Bloomberg Joins Gold Bears as Proven by Misleading Headline and Intro to Article

The gold bears are growling. This time they have been joined by Bloomberg.com, which titles a piece on gold, apropos of no breaking news, with the slanted headline of Soros Signals Gold Bubble as Goldman Predicts Record.

The obvious take-home message for those who read only the headline is that Goldman is getting people into gold at the top. The first paragraph continues that message:

George Soros is helping drive up gold prices by doubling his bet in a market even he considers a “bubble” as Goldman Sachs Group Inc., Barclays Capital and HSBC Holdings Plc predict more gains before it bursts.

If you read "below the fold" on the computer screen by scrolling down, however, here is Soros' actual position:

“When interest rates are low we have conditions for asset bubbles to develop, and they are developing at the moment,” Soros said at the World Economic Forum’s annual meeting in Davos, Switzerland, in January. “The ultimate asset bubble is gold,” he said.
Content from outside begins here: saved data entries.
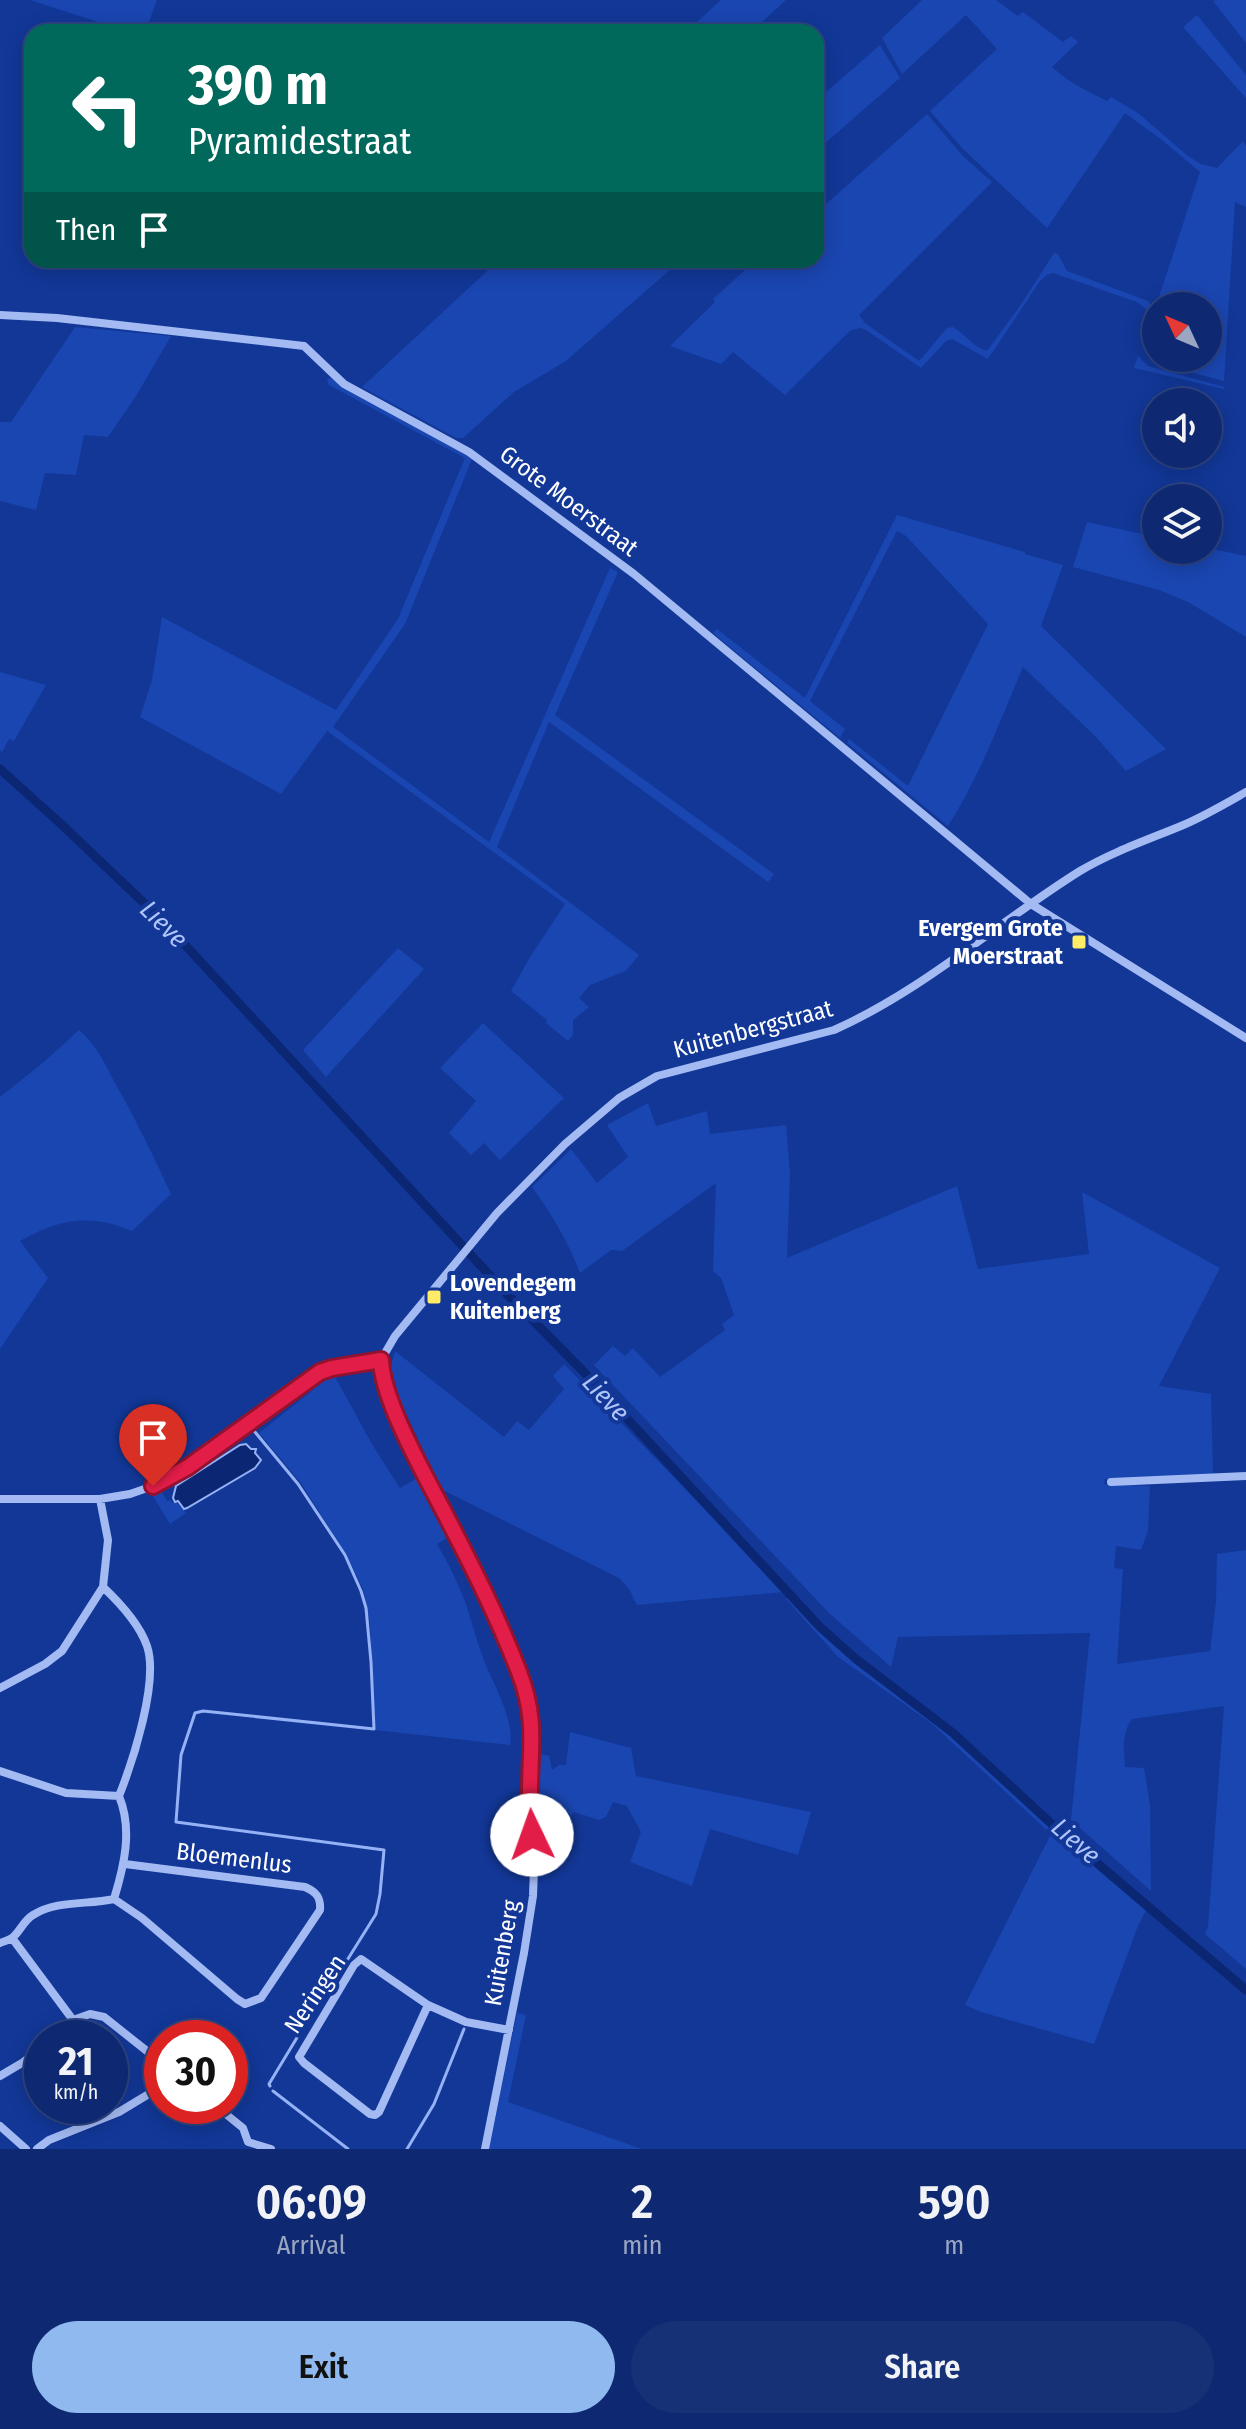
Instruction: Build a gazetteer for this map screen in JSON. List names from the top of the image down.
{
  "streets": {
    "street": [
      "Grote Moerstraat",
      "Kuitenbergstraat",
      "Bloemenlus",
      "Kuitenberg",
      "Neringen"
    ]
  },
  "crossings": [
    ["Grote Moerstraat", "Kuitenbergstraat"],
    ["Kuitenbergstraat", "Kuitenberg"],
    ["Kuitenberg", "Neringen"]
  ],
  "water": ["Lieve"],
  "places": {
    "transit": ["Evergem Grote Moerstraat", "Lovendegem Kuitenberg"]
  },
  "north": "top left",
  "page": {
    "turn": ["390 m", "Pyramidestraat"],
    "then": "Then",
    "speed": "21 km/h",
    "limit": "30",
    "eta": [
      "06:09",
      "Arrival",
      "2",
      "min",
      "590",
      "m"
    ],
    "buttons": ["Exit", "Share"]
  }
}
In a Jan. 28 Bloomberg Television interview, the 79-year- old billionaire recalled that former Federal Reserve Chairman Alan Greenspan warned of “irrational exuberance” in financial markets three years before the technology bubble burst in 2000. The Standard & Poor’s 500 Index rose 89 percent in the period. Buying at the start of a bubble is “rational,” Soros said.
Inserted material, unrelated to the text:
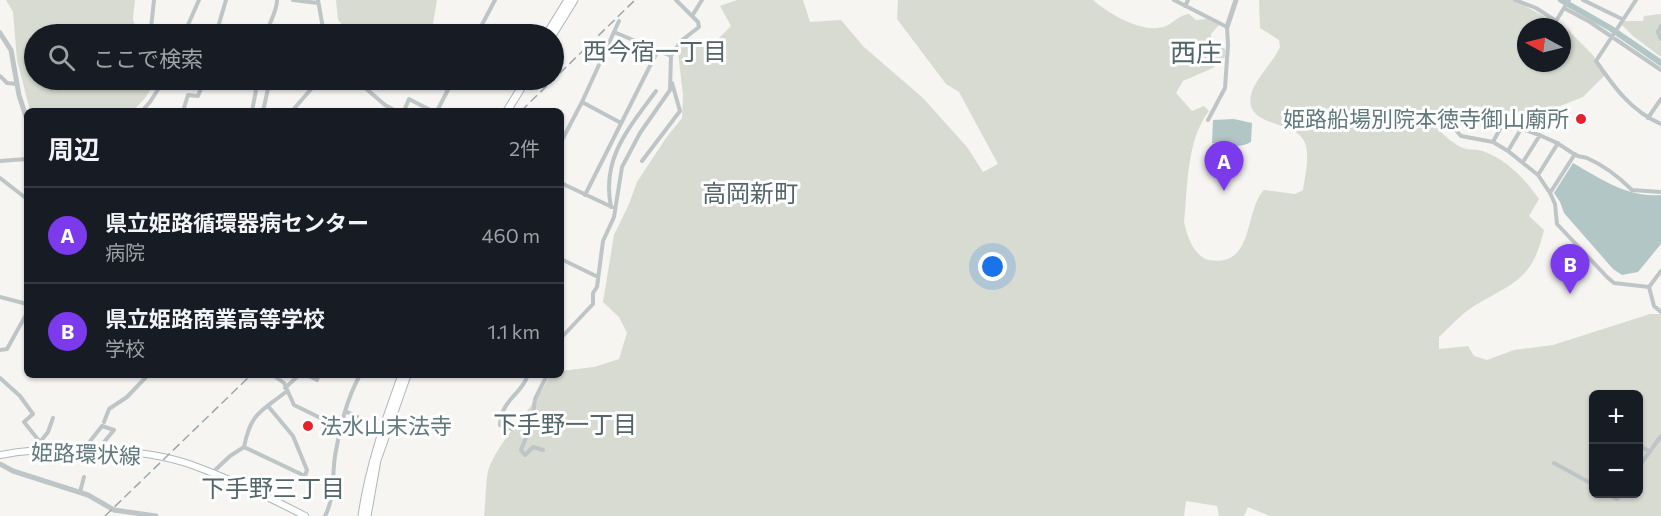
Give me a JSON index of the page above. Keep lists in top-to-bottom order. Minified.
{"streets":{"main road":["姫路環状線"]},"districts":["西今宿一丁目","西庄","高岡新町","下手野一丁目","下手野三丁目"],"places":["姫路船場別院本徳寺御山廟所","法水山末法寺"],"north":"left","page":{"search":"ここで検索","heading":["周辺","2件"],"pins":["A","B"],"list":[{"mark":"A","name":"県立姫路循環器病センター","note":"病院","value":"460 m"},{"mark":"B","name":"県立姫路商業高等学校","note":"学校","value":"1.1 km"}],"map_buttons":["+","−"]}}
The article then goes on to show that Soros has been joined by independent stars of the hedge fund industry, whose own money is at risk in the positions of the fund:

Gold’s fourfold rally since the end of 2000 has also attracted money managers John Paulson, Paul Tudor Jones and David Einhorn. Paulson’s Credit Opportunities Fund soared almost sixfold in 2007 by betting that subprime mortgages would plummet. Einhorn said in October that his Greenlight Capital Inc. bought gold to bet against the dollar.

‘Just an Asset’

Tudor Investment Corp., based in Greenwich, Connecticut, increased its stake in Newmont Mining Corp., the largest U.S. gold producer, almost fourfold in the final quarter of 2009. Gold is “just an asset that, like everything else in life, has its time and place. And now is that time,” Paul Tudor Jones said in an October letter to clients.
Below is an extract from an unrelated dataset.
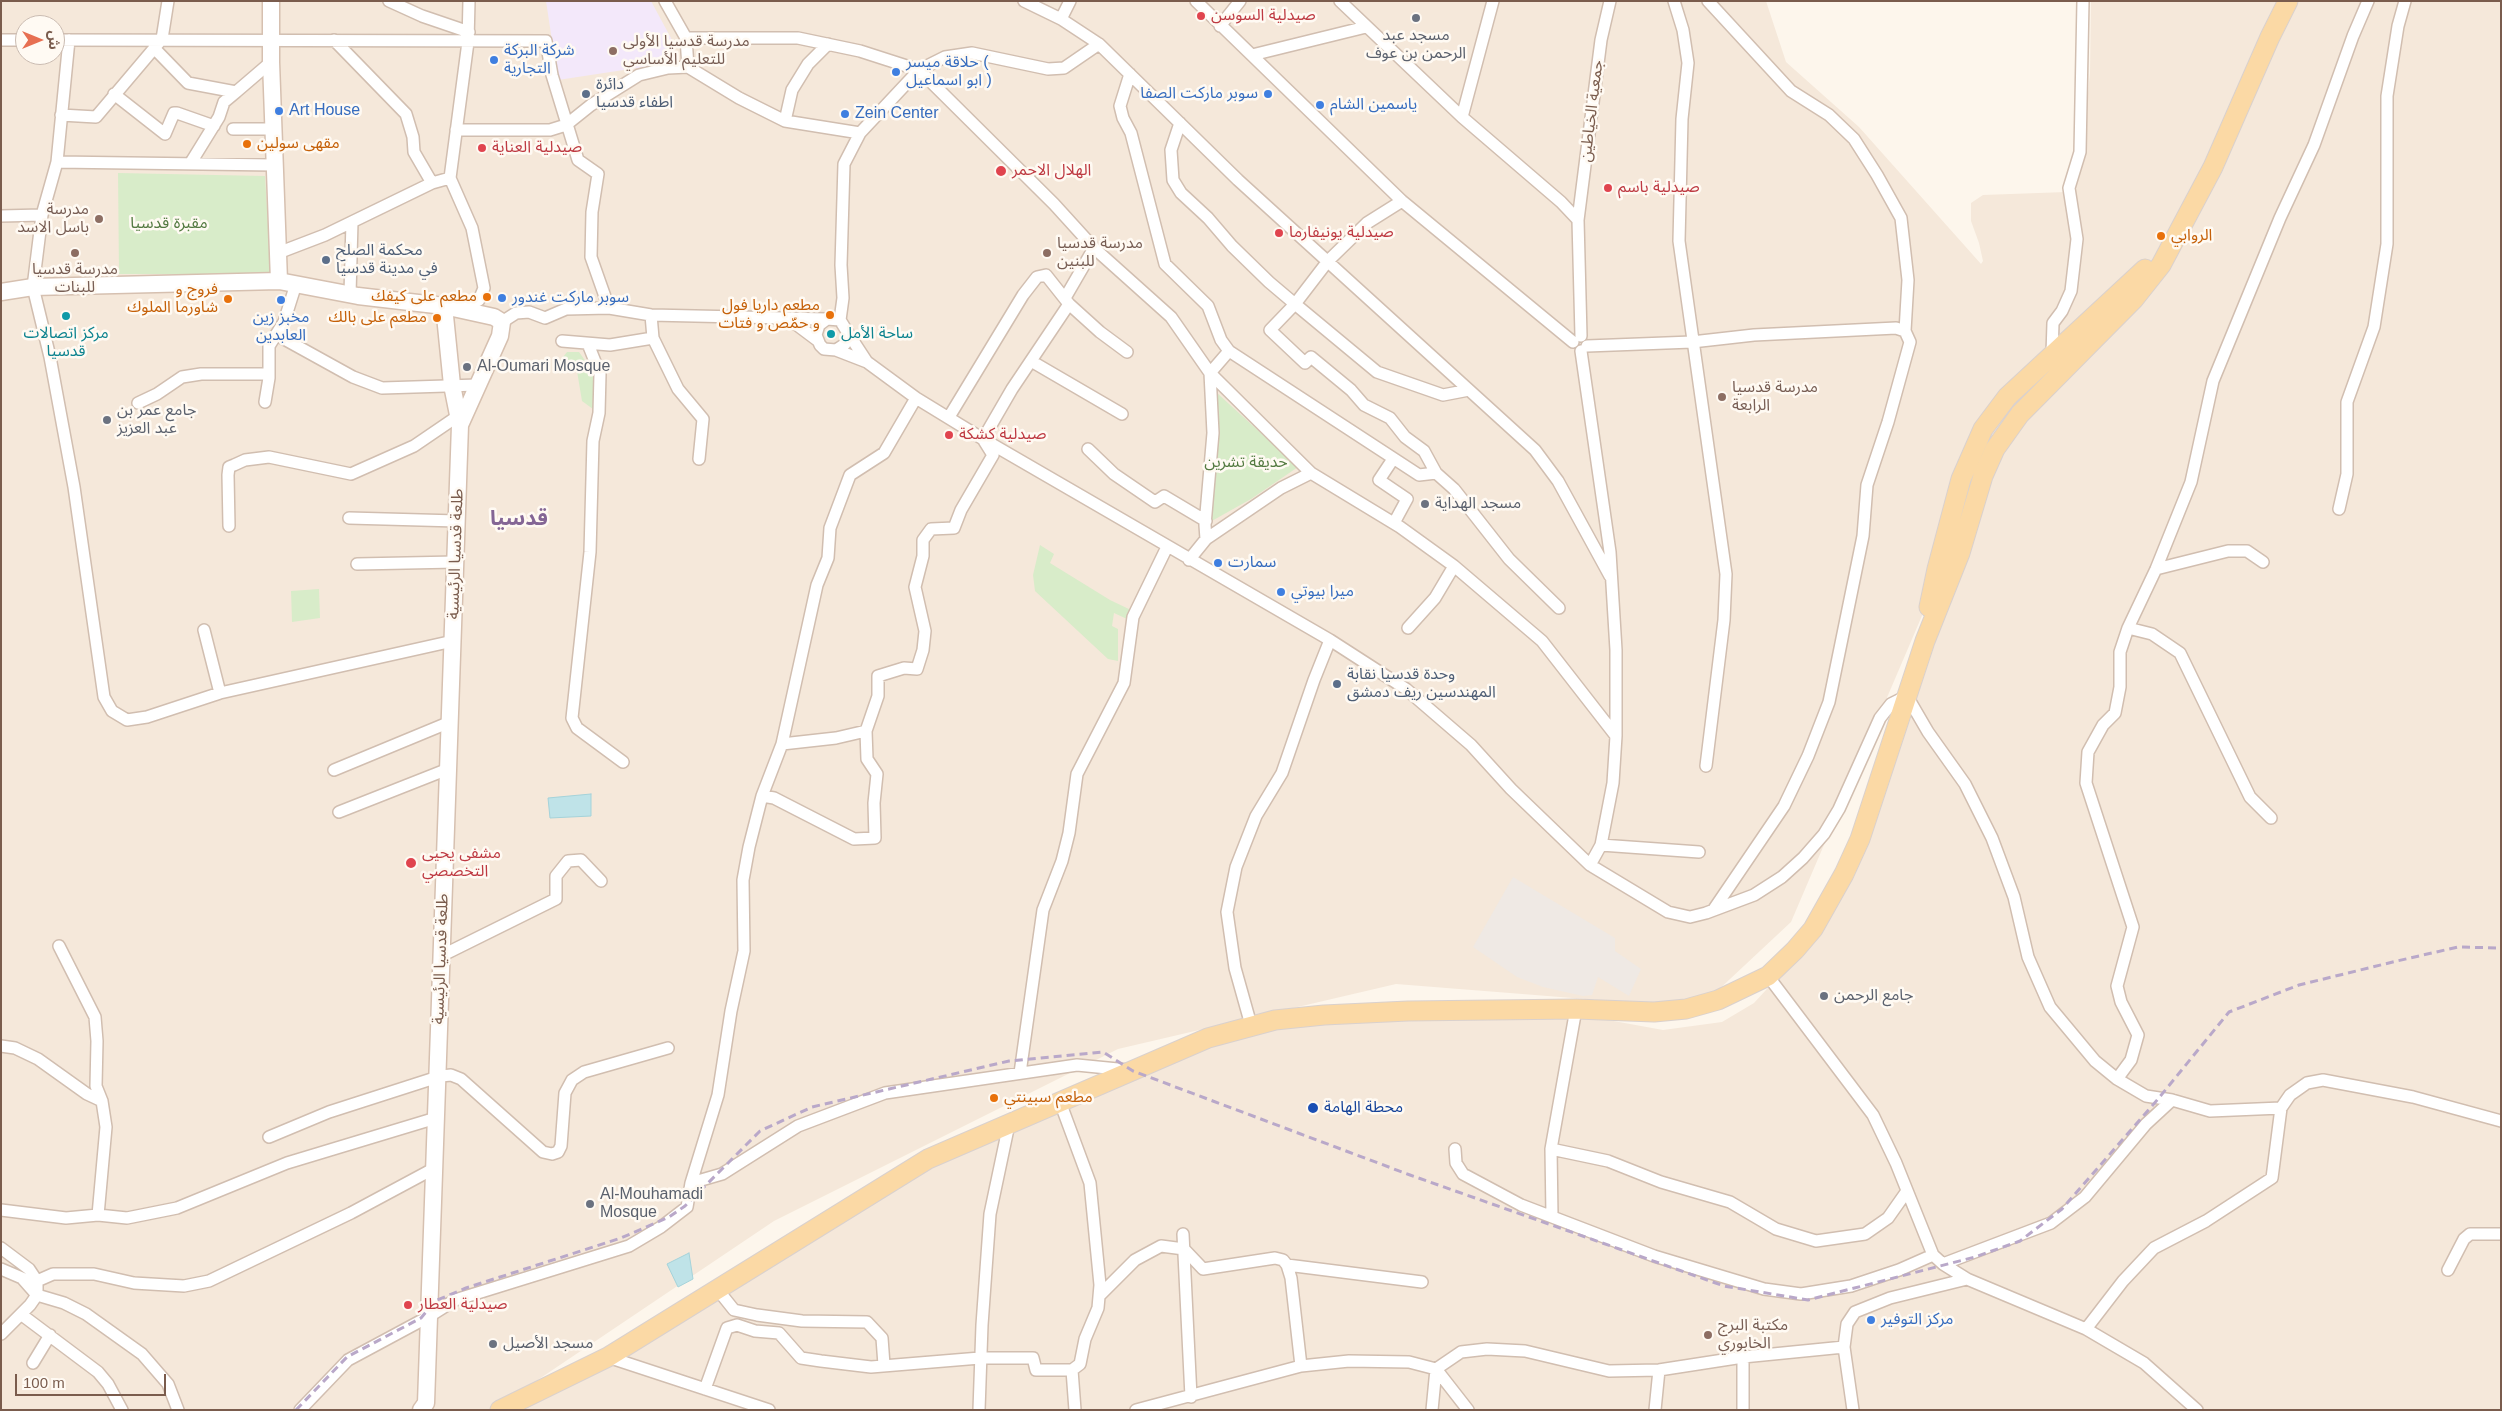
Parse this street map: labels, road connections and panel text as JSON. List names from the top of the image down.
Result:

Soros, Jones and the unquoted Paulson and Einhorn do not do what Goldman did with CDOs, which is sell one thing to the bagholder and then bet against it. Will they be correct? That's of course another story. I am personally long gold, because I do not trust the promises of the authorities who deal in electronically-created and printing press "money". I hope gold does poorly and the real economy does great for years to come, with real wealth creation so that gold can become a barbarous relic indeed. But one needs to invest with one's head as well as one's heart. My head says that a Federal government with about $2 T in revenues and uncountably large promises to pay its debtholders and especially its own retirees and poor is leverage at least as much as were Bear Stearns and Lehman Brothers and nearly as much as Fannie and Freddie.

The structural bull market that the price of gold has traced out-- a fact not a prediction-- and the growing number of top-tier investors as described in the Bloomberg article-- and the out-of-nowhere transparent effort by Bloomberg to assist the gold bears-- all suggest to me that the gold bulls are aligned with the major trend, whether or not ultimately the price of gold will ultimately crash and thus could be bought at today's price some years in the future.